What class of tropical plants contains the flower used to produce vanilla?

The answer is, to my surprise, orchids.

When I went looking for confirmation of this trivia fact before asking the question, though, I found out a) the question was correct and b) about this person.

Thank you, Edmond Albius, for bringing us vanilla.

Born in Ste. Suzanne on the French colonial island of Reunion in 1829, at age 12 he invented a technique for pollinating vanilla plants still used today: a blade of grass in one hand is used to lift the flower out of the way, and a human thumb then pollinates the plant; Albius’s technique is still used today, and is the reason why vanilla can be cultivated at all outside its native country of Mexico. Born in slavery and not freed until France abolished slavery in 1841, Albius died in 1880 in poverty, after serving a prison term for stealing jewelry from the wife of a vanilla magnate while working as a house slave.

where three roads meet

Trivia comes from a Latin root word that means a three-way crossroads and it refers to the first three elements of the medieval liberal arts curriculum: rhetoric, grammar, and logic. Why does the story of Edmond Albius remind me of this, besides the fact that his name came up during a trivia contest?

Well, first of all, I had to figure out how to summarize his story, so you didn’t have to visit the Wikipedia article if you didn’t want to. That’s grammar.

Second, I had to notice that a certain logic underlay his story: close observation of the plants in the field revealed certain obvious realities of their reproduction to him, and so he was able to determine a simple system for pollinating them; but his socioeconomic status left him in a state of limbo.
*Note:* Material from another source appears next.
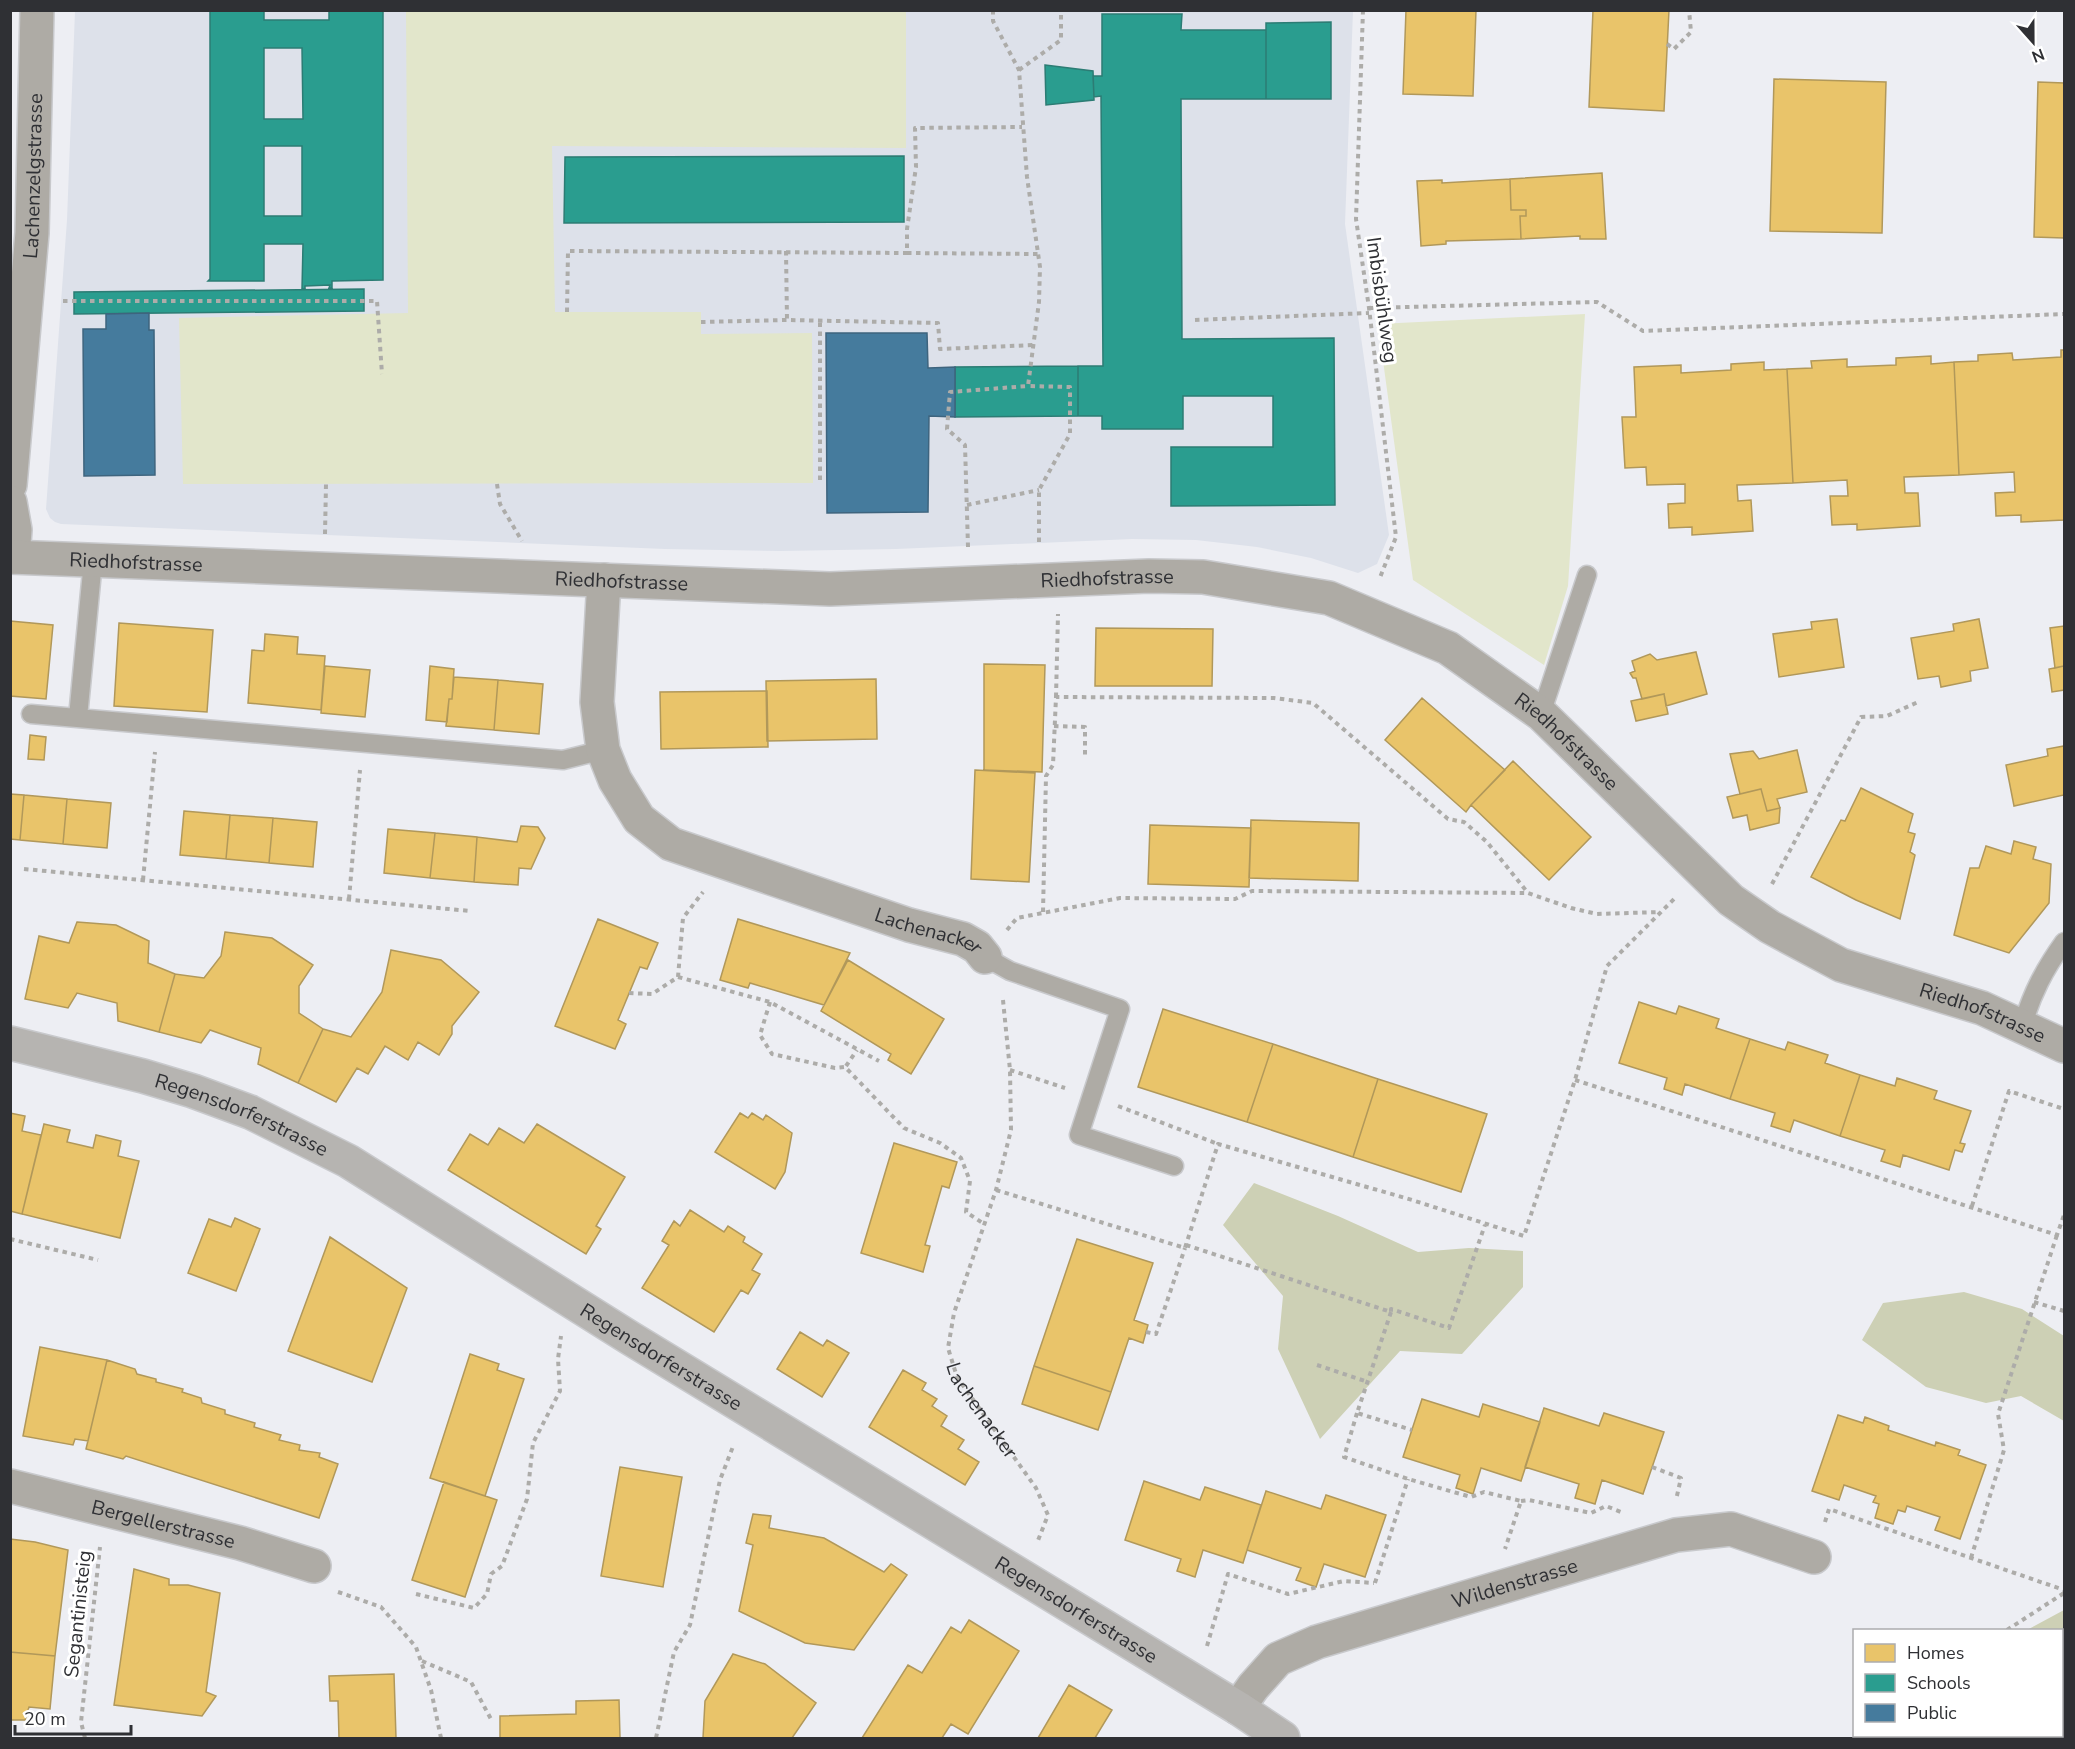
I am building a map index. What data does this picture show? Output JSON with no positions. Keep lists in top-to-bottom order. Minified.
{"streets":{"street":["Lachenzelgstrasse","Riedhofstrasse","Lachenacker","Regensdorferstrasse","Bergellerstrasse","Wildenstrasse"],"path":["Imbisbühlweg","Segantinisteig"]},"crossings":[["Riedhofstrasse","Lachenacker"],["Regensdorferstrasse","Wildenstrasse"]],"legend":["Homes","Schools","Public"],"scale_bar":"20 m","north":"bottom"}
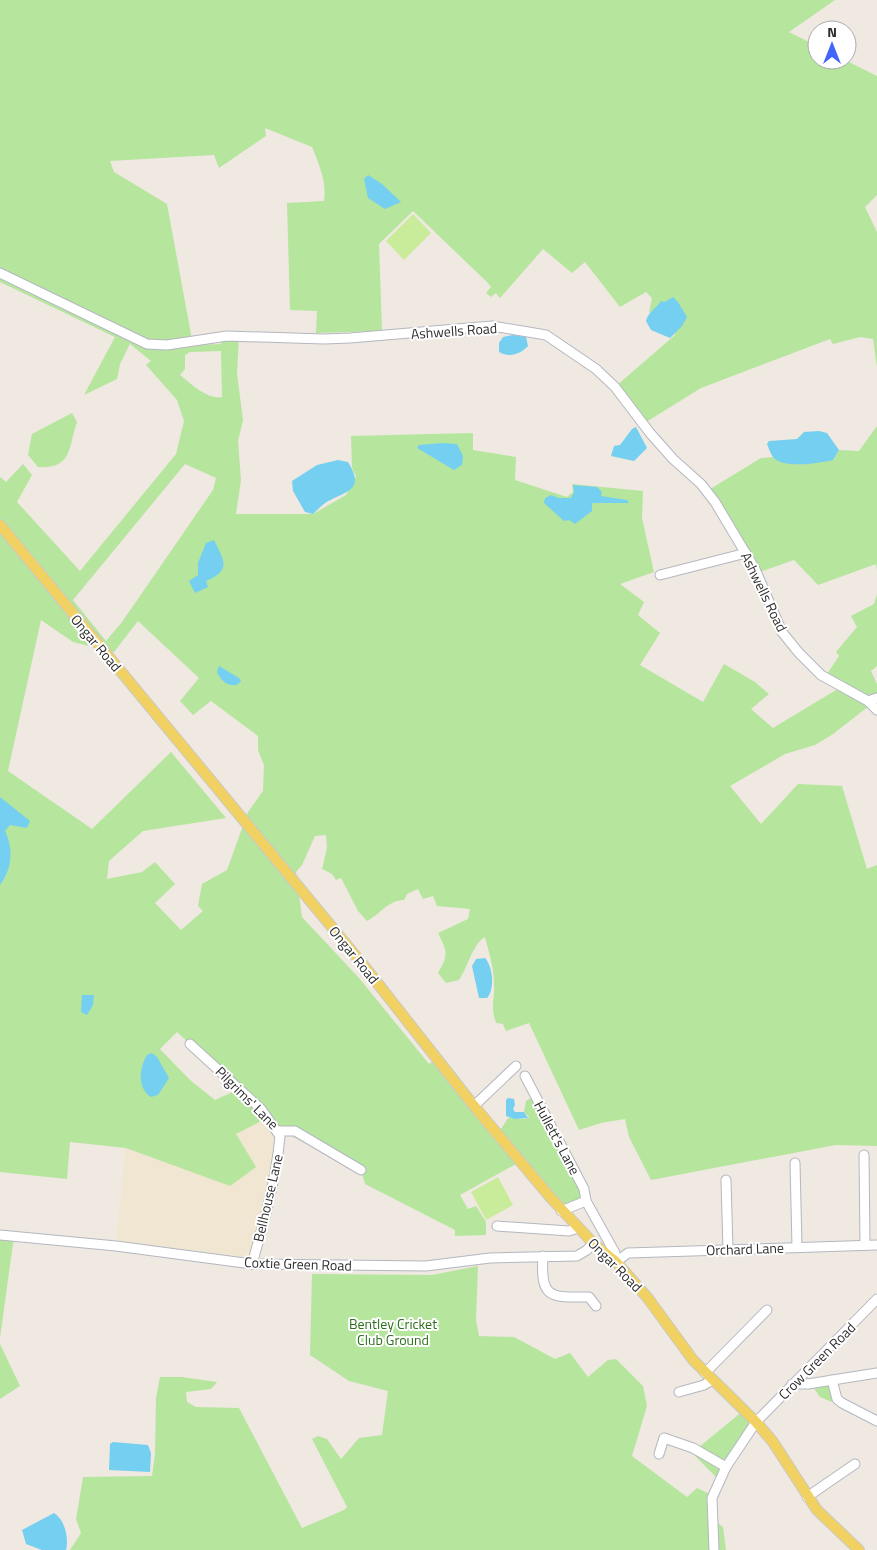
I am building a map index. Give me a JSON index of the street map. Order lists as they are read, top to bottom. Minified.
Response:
{"streets":{"main road":["Ongar Road"],"street":["Ashwells Road","Pilgrims' Lane","Hullett's Lane","Bellhouse Lane","Orchard Lane","Coxtie Green Road","Crow Green Road"]},"crossings":[["Ongar Road","Hullett's Lane"],["Ongar Road","Orchard Lane"],["Ongar Road","Coxtie Green Road"],["Ongar Road","Crow Green Road"],["Pilgrims' Lane","Bellhouse Lane"],["Hullett's Lane","Orchard Lane"],["Bellhouse Lane","Coxtie Green Road"]],"parks":["Bentley Cricket Club Ground"],"north":"top"}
Finally, I can notice that the man who made possible nearly all of today’s vanilla production never profited from his discovery; but rather was abused, enslaved, jailed and ruined for the sake of the profits of others.  If I then draw a comparative analogy between Edmond Albius’s actual work in the field, and the hapless plantation owner who would have been ruined — ruined, I say! — without a pollination technique, and thus unable to buy jewelry for his privileged lady; and the multimillionaires who presently have the mismanagement of the American government and economy in their hands, yet have been unable to rise to their responsibilities to the rest of us… Then that, friends, would be rhetoric.

And the results of that web of thinking, where three roads meet, is far from trivial.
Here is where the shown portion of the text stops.